Task requirements:
The answer is all of the entries below, repeated exactly and free of pictures.
┌─ The data
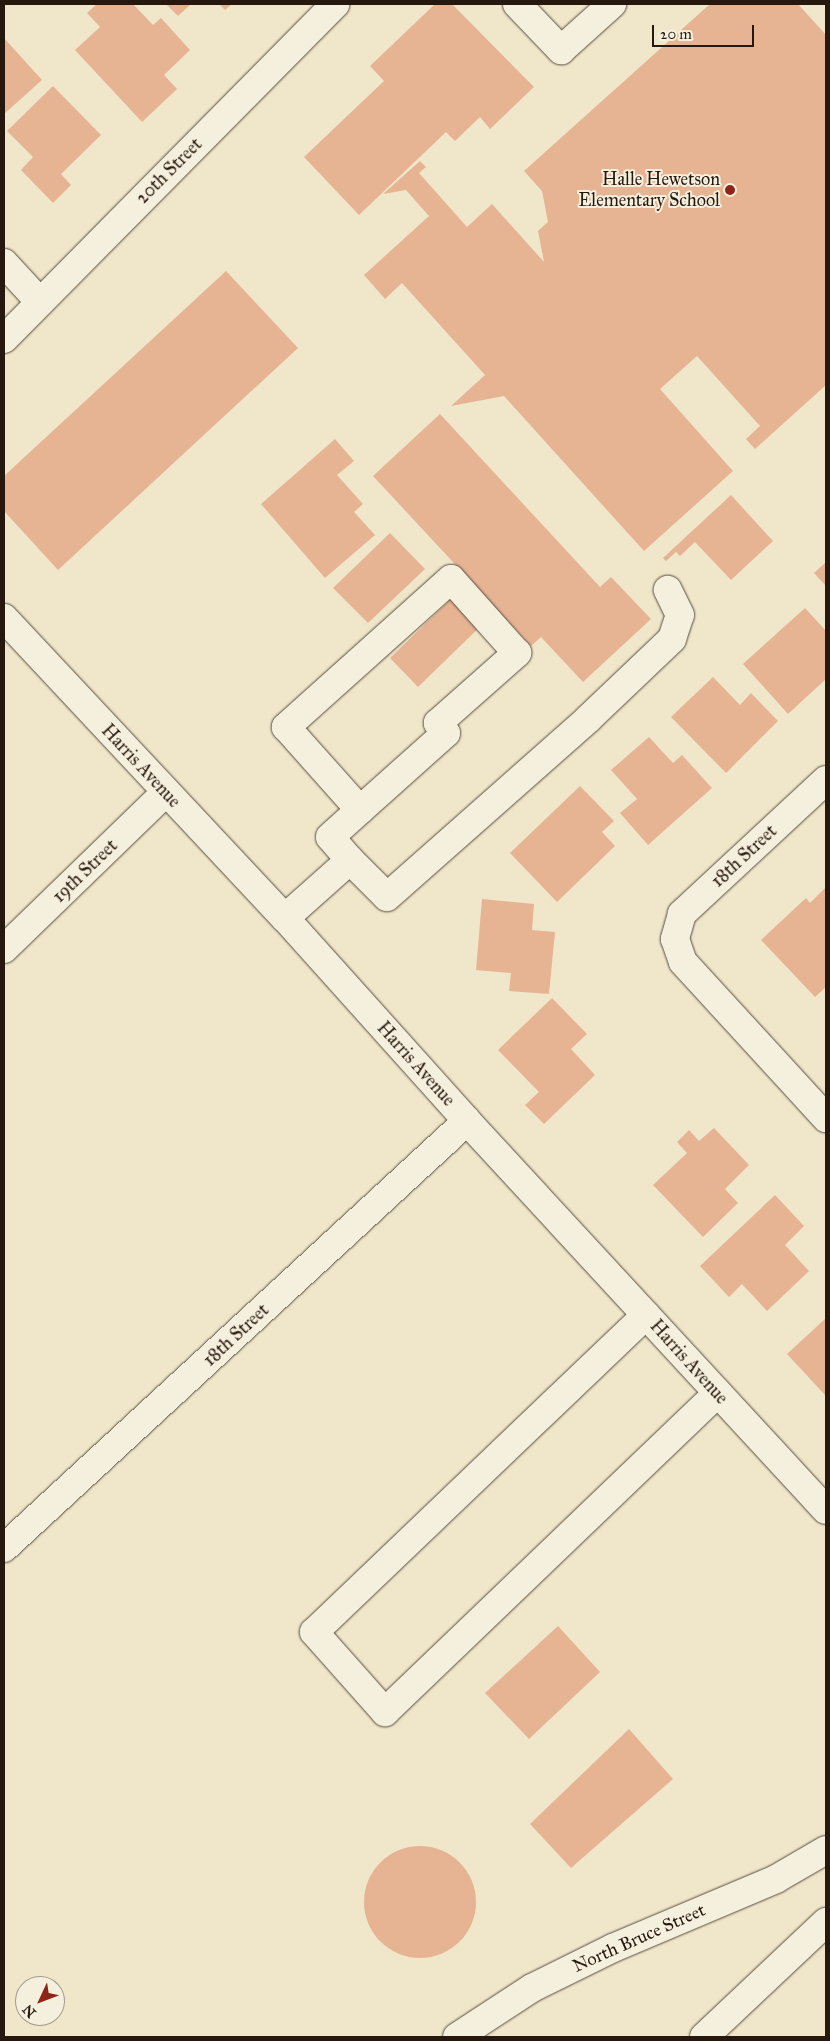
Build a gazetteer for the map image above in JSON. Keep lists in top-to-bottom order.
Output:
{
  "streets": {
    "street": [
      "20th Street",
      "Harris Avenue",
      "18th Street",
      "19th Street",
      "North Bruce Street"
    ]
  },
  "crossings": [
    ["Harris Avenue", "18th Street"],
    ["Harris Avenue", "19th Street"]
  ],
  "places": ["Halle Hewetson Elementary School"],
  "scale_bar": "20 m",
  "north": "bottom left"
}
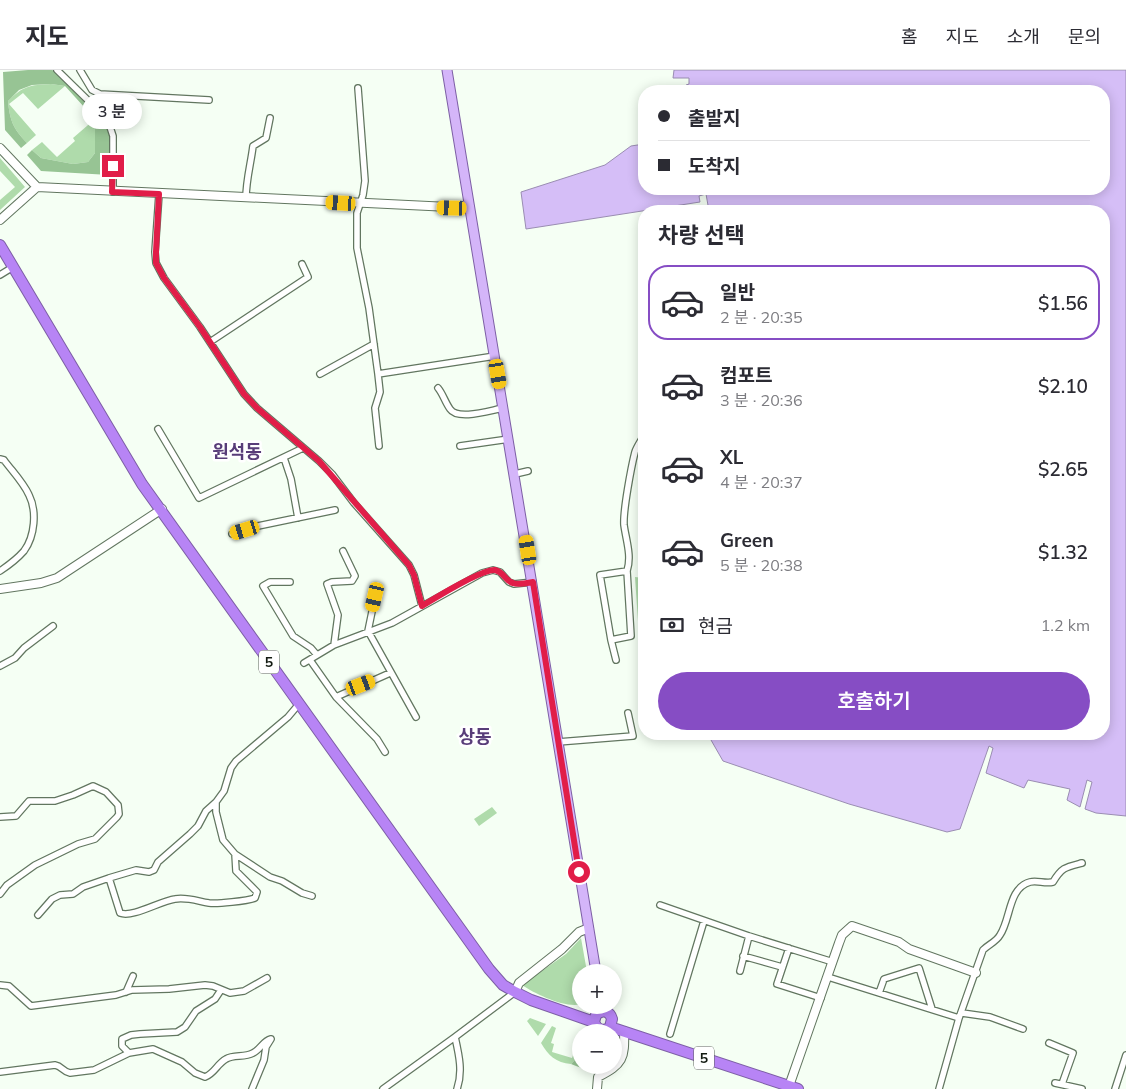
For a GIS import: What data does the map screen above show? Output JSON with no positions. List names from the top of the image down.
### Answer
└─
Task solution:
Build a gazetteer for the map image above in JSON. Keep lists in top-to-bottom order.
Output:
{
  "streets": {
    "street": [
      "20th Street",
      "Harris Avenue",
      "18th Street",
      "19th Street",
      "North Bruce Street"
    ]
  },
  "crossings": [
    ["Harris Avenue", "18th Street"],
    ["Harris Avenue", "19th Street"]
  ],
  "places": ["Halle Hewetson Elementary School"],
  "scale_bar": "20 m",
  "north": "bottom left"
}
For a GIS import: What data does the map screen above show? Output JSON with no positions. List names from the top of the image down.
### Answer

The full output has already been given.